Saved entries
↓
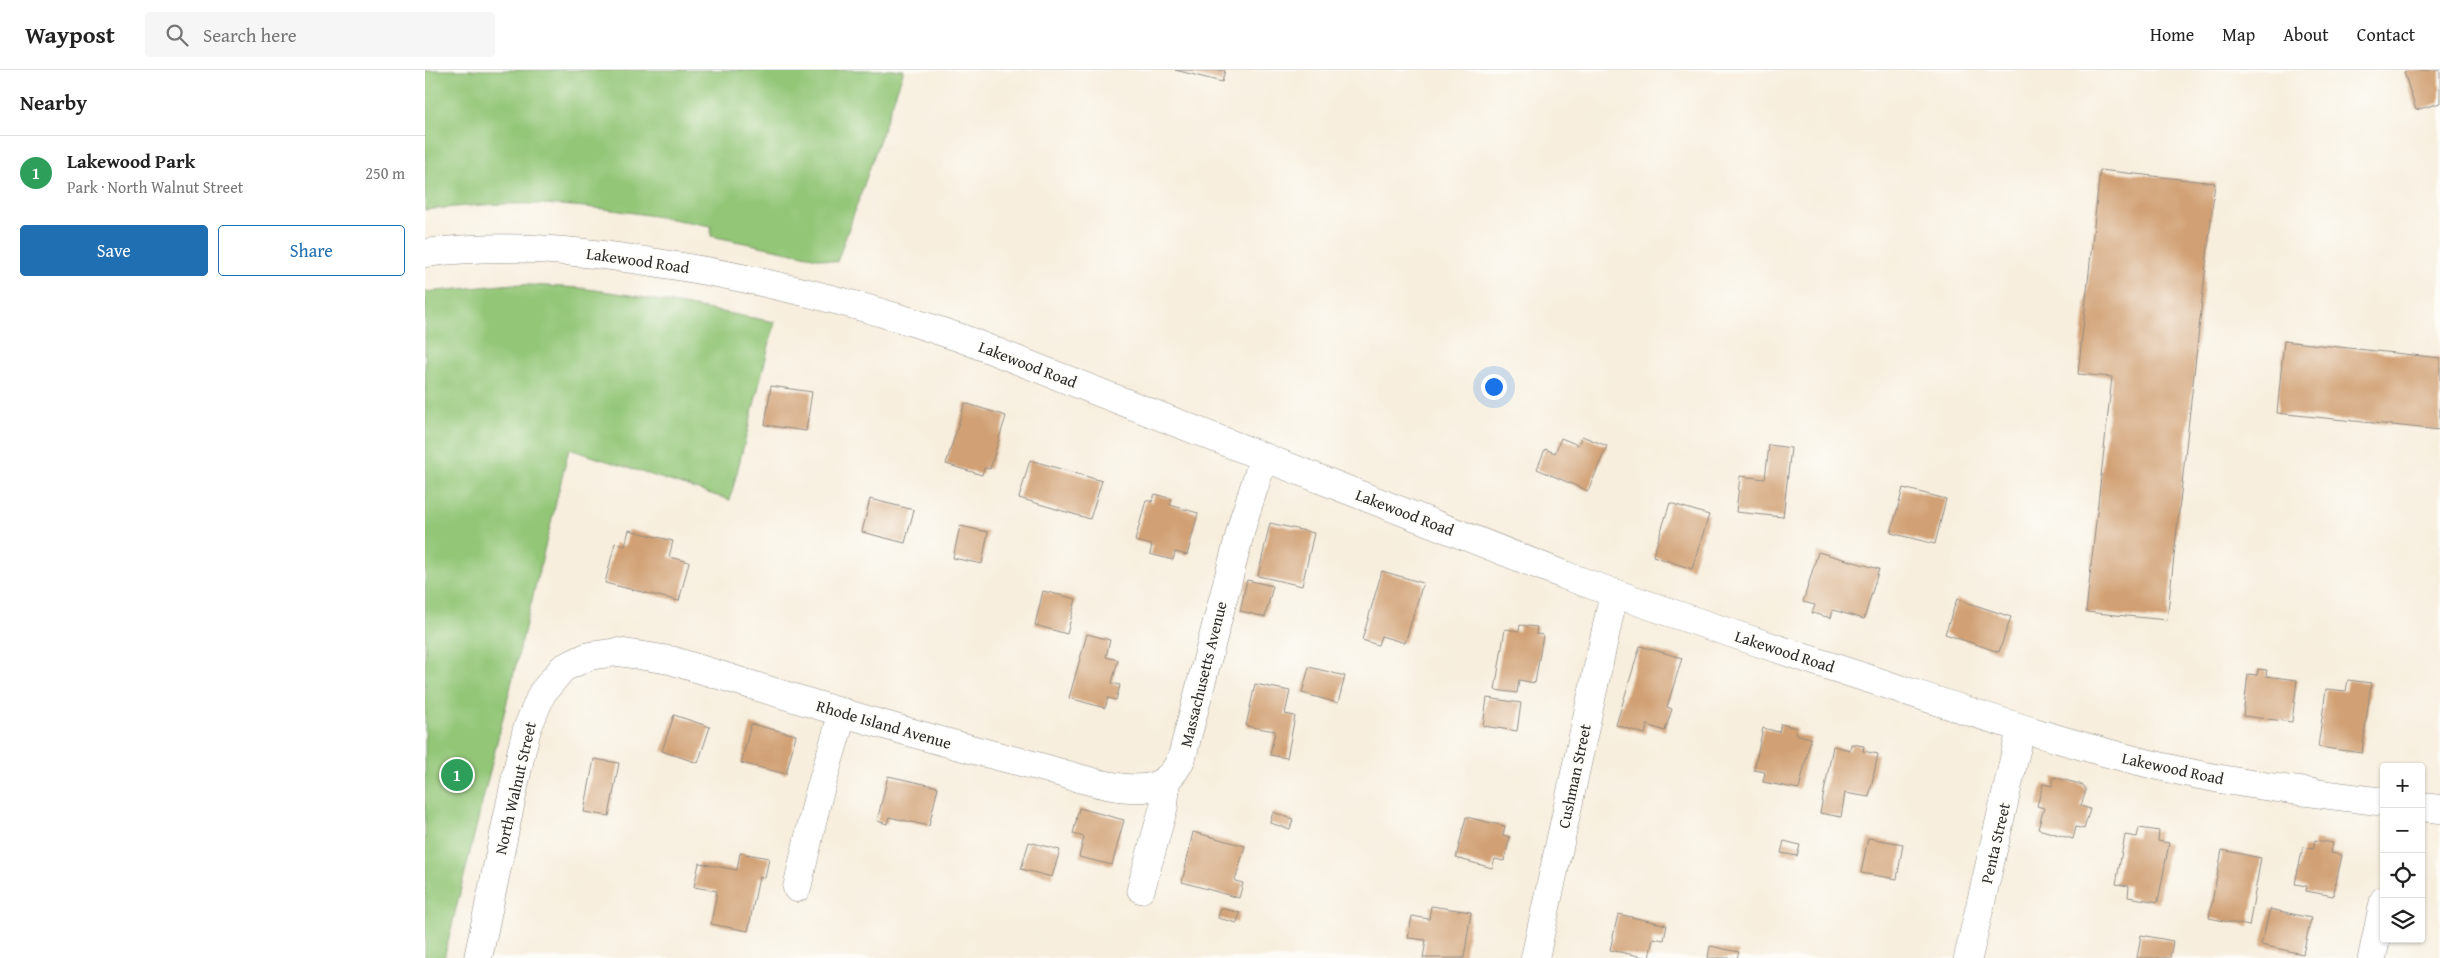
<!DOCTYPE html>
<meta charset="utf-8">
<style>
:root{--surface:#fff;--page:#f6f6f6;--text:#222;--muted:#767676;--line:#e0e0e0;--accent:#1f6fb2}
body{margin:0;font-family:"Gentium Book Plus",serif;background:var(--page);color:var(--text)}
.controls{position:absolute;right:15px;bottom:15px;display:grid;overflow:hidden;border-radius:5px;box-shadow:0 1px 4px #0004}
.controls button{width:45px;height:45px;display:grid;place-items:center;padding:0;border:0;border-bottom:1px solid var(--line);background:var(--surface);color:var(--text);font:25px sans-serif}
.you{position:absolute;left:1068px;top:316px;width:18px;height:18px;margin:-12px;border:4px solid #fff;border-radius:50%;background:#1a73e8;box-shadow:0 0 0 8px #1a73e833}
.badge{display:grid;place-items:center;width:32px;height:32px;border-radius:50%;background:var(--accent);color:#fff;font-size:16px;font-weight:700}
.pin{position:absolute;translate:-50% -50%;border:2px solid #fff;box-shadow:0 1px 5px #0006}
.list{margin:0;padding:0;list-style:none}
h2{display:flex;justify-content:space-between;align-items:center;height:65px;margin:0;padding:0 20px;font-size:21px}
h2 small{font-size:16px;font-weight:400;color:var(--muted)}
.list li{display:grid;grid-template-columns:32px 1fr auto;gap:15px;align-items:center;box-sizing:border-box;height:75px;padding:0 20px;border-top:1px solid var(--line)}
.list b{display:block;font-size:19px;white-space:nowrap}
.list p{margin:0;font-size:16px;white-space:nowrap;color:var(--muted)}
.list em{font-size:16px;font-style:normal;color:var(--muted)}
.actions{display:flex;gap:10px;padding:15px 20px}
.actions a{flex:1;padding:11px 0;border:1px solid var(--accent);border-radius:5px;text-align:center;font-size:18px;color:var(--accent)}
.actions .main{background:var(--accent);color:#fff}
.icon{flex:none;width:28px;height:28px;fill:none;stroke:currentColor;stroke-width:2;stroke-linecap:round;stroke-linejoin:round}
.map{position:relative;flex:none;width:2015px;height:888px;overflow:hidden}
header{display:flex;align-items:center;gap:30px;box-sizing:border-box;height:70px;padding:0 25px;background:var(--surface);border-bottom:1px solid var(--line)}
header strong{font-size:24px}
nav{display:flex;gap:28px;margin-inline-start:auto;font-size:18px}
.search{width:350px;height:45px;background:var(--page);display:flex;align-items:center;gap:12px;box-sizing:border-box;padding:0 18px;border-radius:5px;color:var(--muted);font-size:19px}
main{display:flex}
aside{flex:1;background:var(--surface)}
.map>svg:first-child{display:block}
.green{fill:#93c677;stroke:#5f7851}
.building{fill:#d1a175}
.lines{fill:none;stroke-linecap:round;stroke-linejoin:round}
.minor-casing{stroke:#918c84;stroke-width:29}
.major-casing{stroke:#918c84;stroke-width:29}
.minor{stroke:#fff;stroke-width:28}
.major{stroke:#fff;stroke-width:28}
.labels{text-anchor:middle;dominant-baseline:central;stroke-width:4;stroke-linejoin:round;paint-order:stroke}
.street-label{font-size:16px;fill:#2b2b2b;stroke:#fdfcf7}
</style>
<header>
<strong>Waypost</strong>
<div class="search"><svg class="icon" aria-label="search" viewBox="0 0 24 24"><circle cx="10" cy="10" r="6"/><path d="M15 15l6 6"/></svg>Search here</div>
<nav><a>Home</a><a>Map</a><a>About</a><a>Contact</a></nav>
</header>
<main>
<aside>
<h2>Nearby<small></small></h2>
<ul class="list">
<li><span class="badge" style="background:#2e9e5b">1</span><div><b>Lakewood Park</b><p>Park · North Walnut Street</p></div><em>250 m</em></li>
</ul>
<div class="actions"><a class="main">Save</a><a>Share</a></div>
</aside>
<div class="map">
<svg width="2015" height="888" viewBox="0 0 2015 888">
<rect width="100%" height="100%" fill="#fdfcf7"/>
<filter id="ink" filterUnits="userSpaceOnUse"><feTurbulence type="fractalNoise" baseFrequency=".02" numOctaves="2"/><feDisplacementMap in="SourceGraphic" scale="10" xChannelSelector="R" yChannelSelector="G"/><feConvolveMatrix kernelMatrix="1 2 1 2 8 2 1 2 1" color-interpolation-filters="sRGB"/></filter>
<filter id="wash" filterUnits="userSpaceOnUse"><feTurbulence type="fractalNoise" baseFrequency=".0096" numOctaves="4" result="noise"/><feDisplacementMap in="SourceGraphic" scale="20" xChannelSelector="R" yChannelSelector="G"/><feGaussianBlur stdDeviation="1.12" result="paint"/><feColorMatrix in="noise" values="0 0 0 0 0 0 0 0 0 0 0 0 0 0 0 0 0 1.4 0 .05"/><feComposite in="paint" operator="in"/></filter>
<g filter="url(#wash)">
<rect width="100%" height="100%" fill="#f7eedd"/>
<g class="green">
<path d="M 0,0 L 479,0 L 412,192 L 286,166 L 286,156 C 236,147 186,138 134,135 C 90,132 44,135 0,140 Z"/>
<path d="M 89,214 L 155,218 L 199,224 L 350,252 L 305,430 L 144,379 L 19,888 L 0,888 L 0,222 Z"/>
</g>
<g id="blocks">
<g class="building">
<path d="M 750,0 L 800,0 L 797,12 Z"/>
<path d="M 1985,0 L 2015,0 L 2015,33 L 1991,40 L 1979,2 Z"/>
<path d="M 1675,100 L 1790,113 L 1742,550 L 1661,542 L 1687,307 L 1653,304 Z"/>
<path d="M 1859,271 L 2015,288 L 2015,360 L 1852,343 Z"/>
<path d="M 346,316 L 387,322 L 381,361 L 340,355 Z"/>
<path d="M 540,333 L 581,346 L 565,399 L 559,398 L 557,405 L 521,394 Z"/>
<path d="M 1157,366 L 1182,376 L 1163,421 L 1112,399 L 1120,379 L 1130,383 L 1136,368 L 1153,375 Z"/>
<path d="M 1344,375 L 1366,378 L 1358,447 L 1311,442 L 1315,406 L 1340,409 Z"/>
<path d="M 605,390 L 677,411 L 665,449 L 594,428 Z"/>
<path d="M 1478,418 L 1521,429 L 1510,474 L 1466,463 Z"/>
<path d="M 730,424 L 747,429 L 745,435 L 773,443 L 762,485 L 750,482 L 748,490 L 725,484 L 727,475 L 710,471 L 721,430 L 727,432 Z"/>
<path d="M 445,429 L 489,440 L 480,473 L 437,462 Z"/>
<path d="M 1245,433 L 1284,445 L 1267,499 L 1228,486 Z"/>
<path d="M 845,453 L 889,463 L 877,516 L 833,506 Z"/>
<path d="M 535,456 L 563,462 L 557,494 L 528,488 Z"/>
<path d="M 204,460 L 248,471 L 244,487 L 264,492 L 254,531 L 180,513 L 190,473 L 200,476 Z"/>
<path d="M 1393,482 L 1454,499 L 1439,549 L 1408,540 L 1406,548 L 1387,543 L 1390,535 L 1378,532 Z"/>
<path d="M 957,501 L 998,513 L 980,573 L 956,566 L 953,575 L 937,570 Z"/>
<path d="M 822,510 L 848,516 L 840,547 L 815,541 Z"/>
<path d="M 618,521 L 651,529 L 642,564 L 610,555 Z"/>
<path d="M 1532,529 L 1586,547 L 1574,582 L 1520,564 Z"/>
<path d="M 1095,555 L 1112,557 L 1111,564 L 1118,565 L 1110,613 L 1094,610 L 1092,623 L 1070,620 L 1080,559 L 1094,561 Z"/>
<path d="M 662,564 L 685,570 L 681,587 L 693,590 L 687,613 L 695,615 L 691,630 L 683,628 L 680,638 L 644,628 Z"/>
<path d="M 1215,576 L 1257,588 L 1242,637 L 1247,639 L 1240,661 L 1222,655 L 1220,664 L 1191,655 Z"/>
<path d="M 884,597 L 920,606 L 913,633 L 877,623 Z"/>
<path d="M 1833,599 L 1842,600 L 1841,606 L 1872,610 L 1867,652 L 1818,646 L 1823,604 L 1832,605 Z"/>
<path d="M 1923,610 L 1946,613 L 1937,683 L 1893,677 L 1901,619 L 1921,621 Z"/>
<path d="M 830,614 L 865,621 L 860,644 L 870,646 L 862,688 L 845,685 L 850,661 L 821,656 Z"/>
<path d="M 1062,628 L 1096,633 L 1092,661 L 1058,656 Z"/>
<path d="M 249,645 L 285,657 L 273,693 L 237,681 Z"/>
<path d="M 326,654 L 371,665 L 361,704 L 316,693 Z"/>
<path d="M 1356,654 L 1372,658 L 1370,664 L 1386,668 L 1374,719 L 1338,712 L 1340,702 L 1329,700 L 1338,658 L 1354,662 Z"/>
<path d="M 1426,674 L 1439,676 L 1438,681 L 1453,684 L 1444,727 L 1420,723 L 1416,747 L 1395,743 L 1408,676 L 1425,680 Z"/>
<path d="M 169,689 L 194,693 L 184,746 L 159,742 Z"/>
<path d="M 463,706 L 513,717 L 504,756 L 464,747 L 462,754 L 452,751 Z"/>
<path d="M 1629,707 L 1658,715 L 1661,720 L 1656,736 L 1665,739 L 1659,759 L 1651,757 L 1648,769 L 1613,759 L 1619,738 L 1612,736 L 1618,714 L 1627,716 Z"/>
<path d="M 654,738 L 699,750 L 687,795 L 654,787 L 659,767 L 648,764 Z"/>
<path d="M 848,742 L 868,749 L 865,759 L 845,753 Z"/>
<path d="M 1041,747 L 1080,756 L 1078,765 L 1085,767 L 1079,791 L 1070,789 L 1067,798 L 1031,788 Z"/>
<path d="M 1714,758 L 1734,761 L 1733,771 L 1744,773 L 1733,832 L 1703,827 L 1704,816 L 1691,814 L 1700,765 L 1712,767 Z"/>
<path d="M 768,762 L 820,776 L 810,811 L 818,813 L 814,828 L 757,812 Z"/>
<path d="M 1443,768 L 1478,774 L 1472,809 L 1436,803 Z"/>
<path d="M 1890,770 L 1908,773 L 1906,783 L 1917,785 L 1908,826 L 1881,821 L 1882,816 L 1870,814 L 1878,777 L 1888,779 Z"/>
<path d="M 1359,771 L 1375,775 L 1372,786 L 1356,783 Z"/>
<path d="M 604,772 L 635,780 L 627,807 L 596,799 Z"/>
<path d="M 1797,780 L 1836,788 L 1824,856 L 1784,848 Z"/>
<path d="M 315,783 L 344,788 L 340,808 L 334,807 L 323,861 L 286,854 L 292,821 L 269,817 L 274,793 L 312,800 Z"/>
<path d="M 1006,836 L 1046,842 L 1039,888 L 998,888 L 1001,870 L 983,868 L 987,846 L 1004,849 Z"/>
<path d="M 796,838 L 815,843 L 812,853 L 793,848 Z"/>
<path d="M 1845,839 L 1886,848 L 1878,884 L 1836,875 Z"/>
<path d="M 1193,844 L 1242,855 L 1239,870 L 1228,868 L 1224,888 L 1185,880 Z"/>
<path d="M 1716,865 L 1748,871 L 1745,888 L 1712,888 Z"/>
<path d="M 1285,876 L 1314,882 L 1312,888 L 1283,888 Z"/>
</g>
</g>
</g>
<g filter="url(#ink)">
<use href="#blocks" fill-opacity="0" stroke="#918c84" stroke-width="1"/>
<g class="lines">
<g class="minor-casing">
<g id="minor">
<path d="M 372,818 L 393,727 L 418,642"/>
<path d="M 716,819 L 739,736 L 741,711"/>
<path d="M 53,888 L 96,683 L 102,659 L 117,623 L 138,598 L 164,586 L 193,582 L 245,590 C 367,627 488,666 612,696 C 643,704 687,721 719,718 C 738,716 750,704 757,687 L 819,448 L 839,387"/>
<path d="M 1110,888 L 1189,523"/>
<path d="M 1543,888 L 1596,659"/>
<path d="M 1947,888 L 1959,830"/>
</g>
</g>
<g class="major-casing">
<g id="major">
<path d="M 0,183 C 77,173 151,180 227,192 C 332,208 435,233 536,268 L 1139,505 C 1246,544 1355,580 1463,615 C 1561,647 1659,680 1760,702 C 1825,716 1892,723 1959,732"/>
<path d="M 1996,737 L 2015,739"/>
</g>
</g>
<use href="#minor" class="minor"/>
<use href="#major" class="major"/>
</g>
</g>
<g class="labels">
<g class="street-label">
<text transform="translate(213 190) rotate(8)">Lakewood Road</text>
<text transform="translate(603 294) rotate(21)">Lakewood Road</text>
<text transform="translate(980 442) rotate(21)">Lakewood Road</text>
<text transform="translate(1360 581) rotate(18)">Lakewood Road</text>
<text transform="translate(778 604) rotate(-76)">Massachusetts Avenue</text>
<text transform="translate(459 654) rotate(16)">Rhode Island Avenue</text>
<text transform="translate(1748 698) rotate(12)">Lakewood Road</text>
<text transform="translate(1149 706) rotate(-78)">Cushman Street</text>
<text transform="translate(90 718) rotate(-77)">North Walnut Street</text>
<text transform="translate(1570 773) rotate(-77)">Penta Street</text>
</g>
</g>
</svg>
<div class="controls">
<button>+</button>
<button>−</button>
<button><svg class="icon" aria-label="locate" viewBox="0 0 24 24"><circle cx="12" cy="12" r="6"/><path d="M12 2v4M12 18v4M2 12h4M18 12h4"/></svg></button>
<button><svg class="icon" aria-label="layers" viewBox="0 0 24 24"><path d="M12 4l9 5-9 5-9-5zM3 14l9 5 9-5"/></svg></button>
</div>
<div class="you"></div>
<div class="pin badge" style="left:32px;top:705px;background:#2e9e5b">1</div>
</div>
</main>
↑
**Your goal**
All lines in the data that contain the word "rect" should be copied.

**Output for this exercise**
<rect width="100%" height="100%" fill="#fdfcf7"/>
<rect width="100%" height="100%" fill="#f7eedd"/>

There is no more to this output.